### Directions for this task:
Return all the data exactly, keeping the pictures out.

### Dataset records:

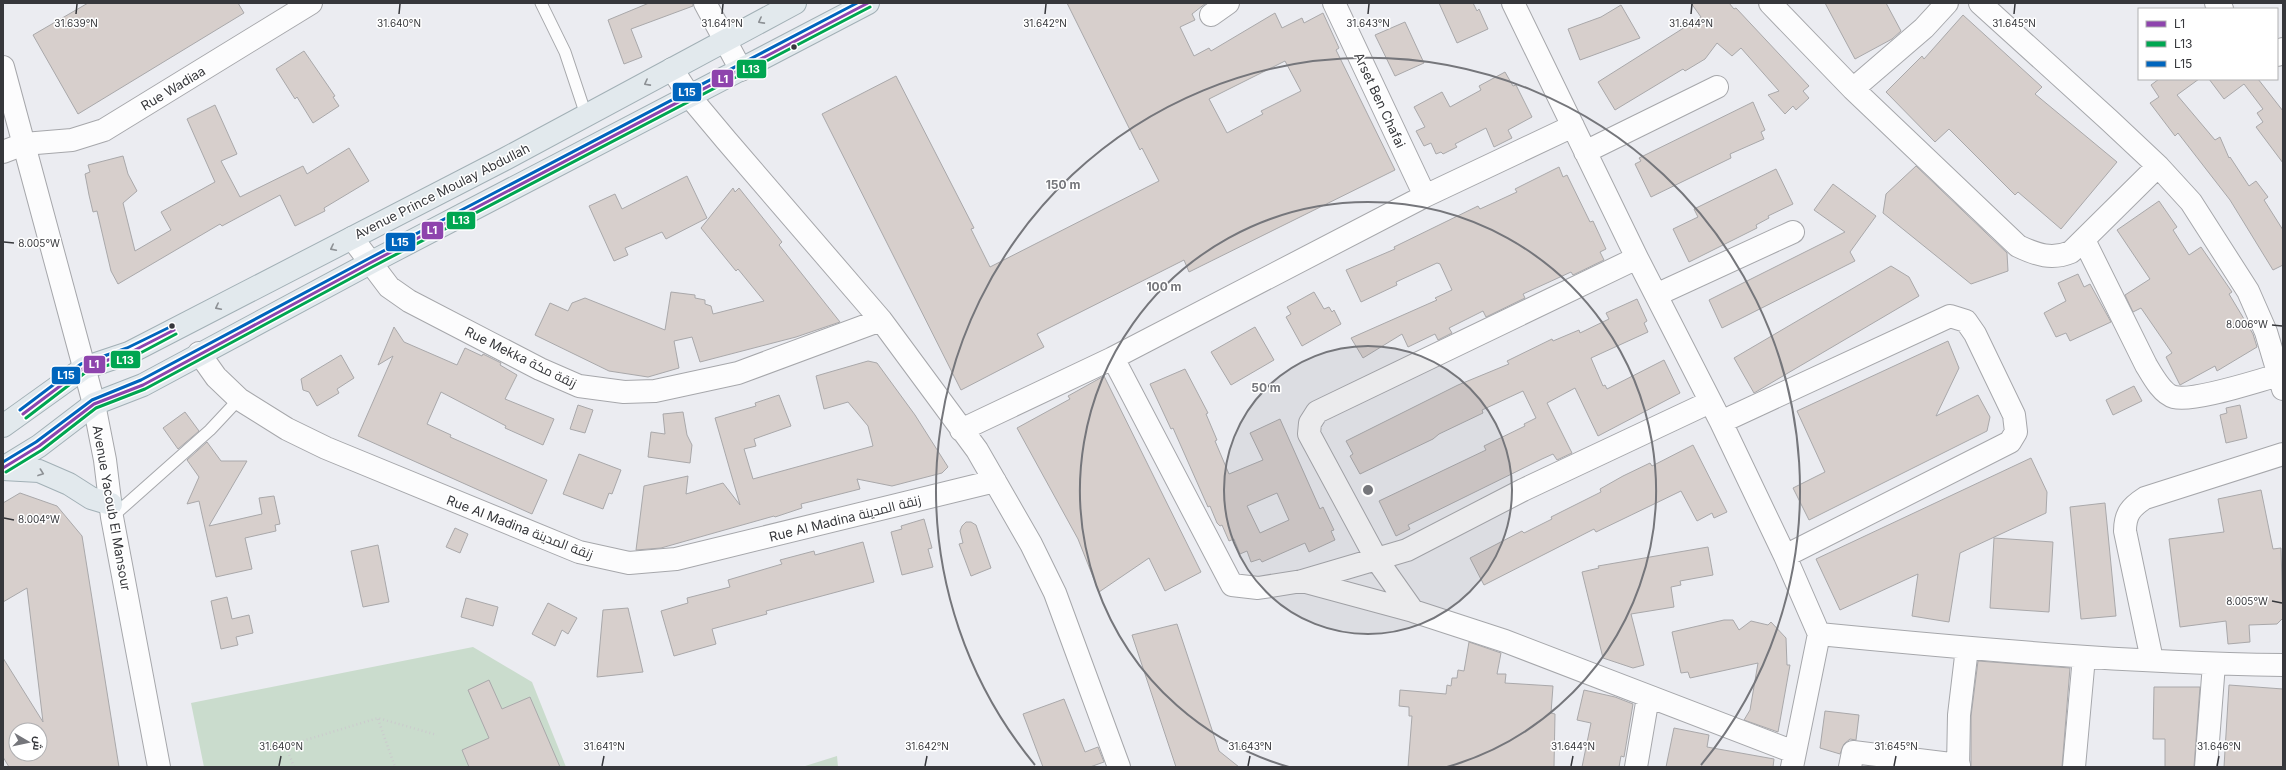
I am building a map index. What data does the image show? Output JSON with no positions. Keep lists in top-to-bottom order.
{
  "streets": {
    "main road": ["Avenue Prince Moulay Abdullah"],
    "street": [
      "Rue Wadiaa",
      "Arset Ben Chafai",
      "Rue Mekka زنقة مكة",
      "Avenue Yacoub El Mansour",
      "Rue Al Madina زنقة المدينة"
    ]
  },
  "crossings": [
    ["Rue Wadiaa", "Avenue Yacoub El Mansour"],
    ["Avenue Prince Moulay Abdullah", "Rue Mekka زنقة مكة"],
    ["Avenue Prince Moulay Abdullah", "Avenue Yacoub El Mansour"]
  ],
  "lines": ["transit line L1", "transit line L15", "transit line L13"],
  "legend": ["L1", "L13", "L15"],
  "north": "right",
  "coordinates": [
    "31.640°N",
    "31.641°N",
    "31.642°N",
    "31.644°N",
    "31.645°N",
    "31.639°N",
    "31.643°N",
    "8.005°W",
    "8.006°W",
    "8.004°W",
    "31.646°N"
  ],
  "rings": ["150 m", "100 m", "50 m"]
}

### Expected output:
I am building a map index. What data does the image show? Output JSON with no positions. Keep lists in top-to-bottom order.
{
  "streets": {
    "main road": ["Avenue Prince Moulay Abdullah"],
    "street": [
      "Rue Wadiaa",
      "Arset Ben Chafai",
      "Rue Mekka زنقة مكة",
      "Avenue Yacoub El Mansour",
      "Rue Al Madina زنقة المدينة"
    ]
  },
  "crossings": [
    ["Rue Wadiaa", "Avenue Yacoub El Mansour"],
    ["Avenue Prince Moulay Abdullah", "Rue Mekka زنقة مكة"],
    ["Avenue Prince Moulay Abdullah", "Avenue Yacoub El Mansour"]
  ],
  "lines": ["transit line L1", "transit line L15", "transit line L13"],
  "legend": ["L1", "L13", "L15"],
  "north": "right",
  "coordinates": [
    "31.640°N",
    "31.641°N",
    "31.642°N",
    "31.644°N",
    "31.645°N",
    "31.639°N",
    "31.643°N",
    "8.005°W",
    "8.006°W",
    "8.004°W",
    "31.646°N"
  ],
  "rings": ["150 m", "100 m", "50 m"]
}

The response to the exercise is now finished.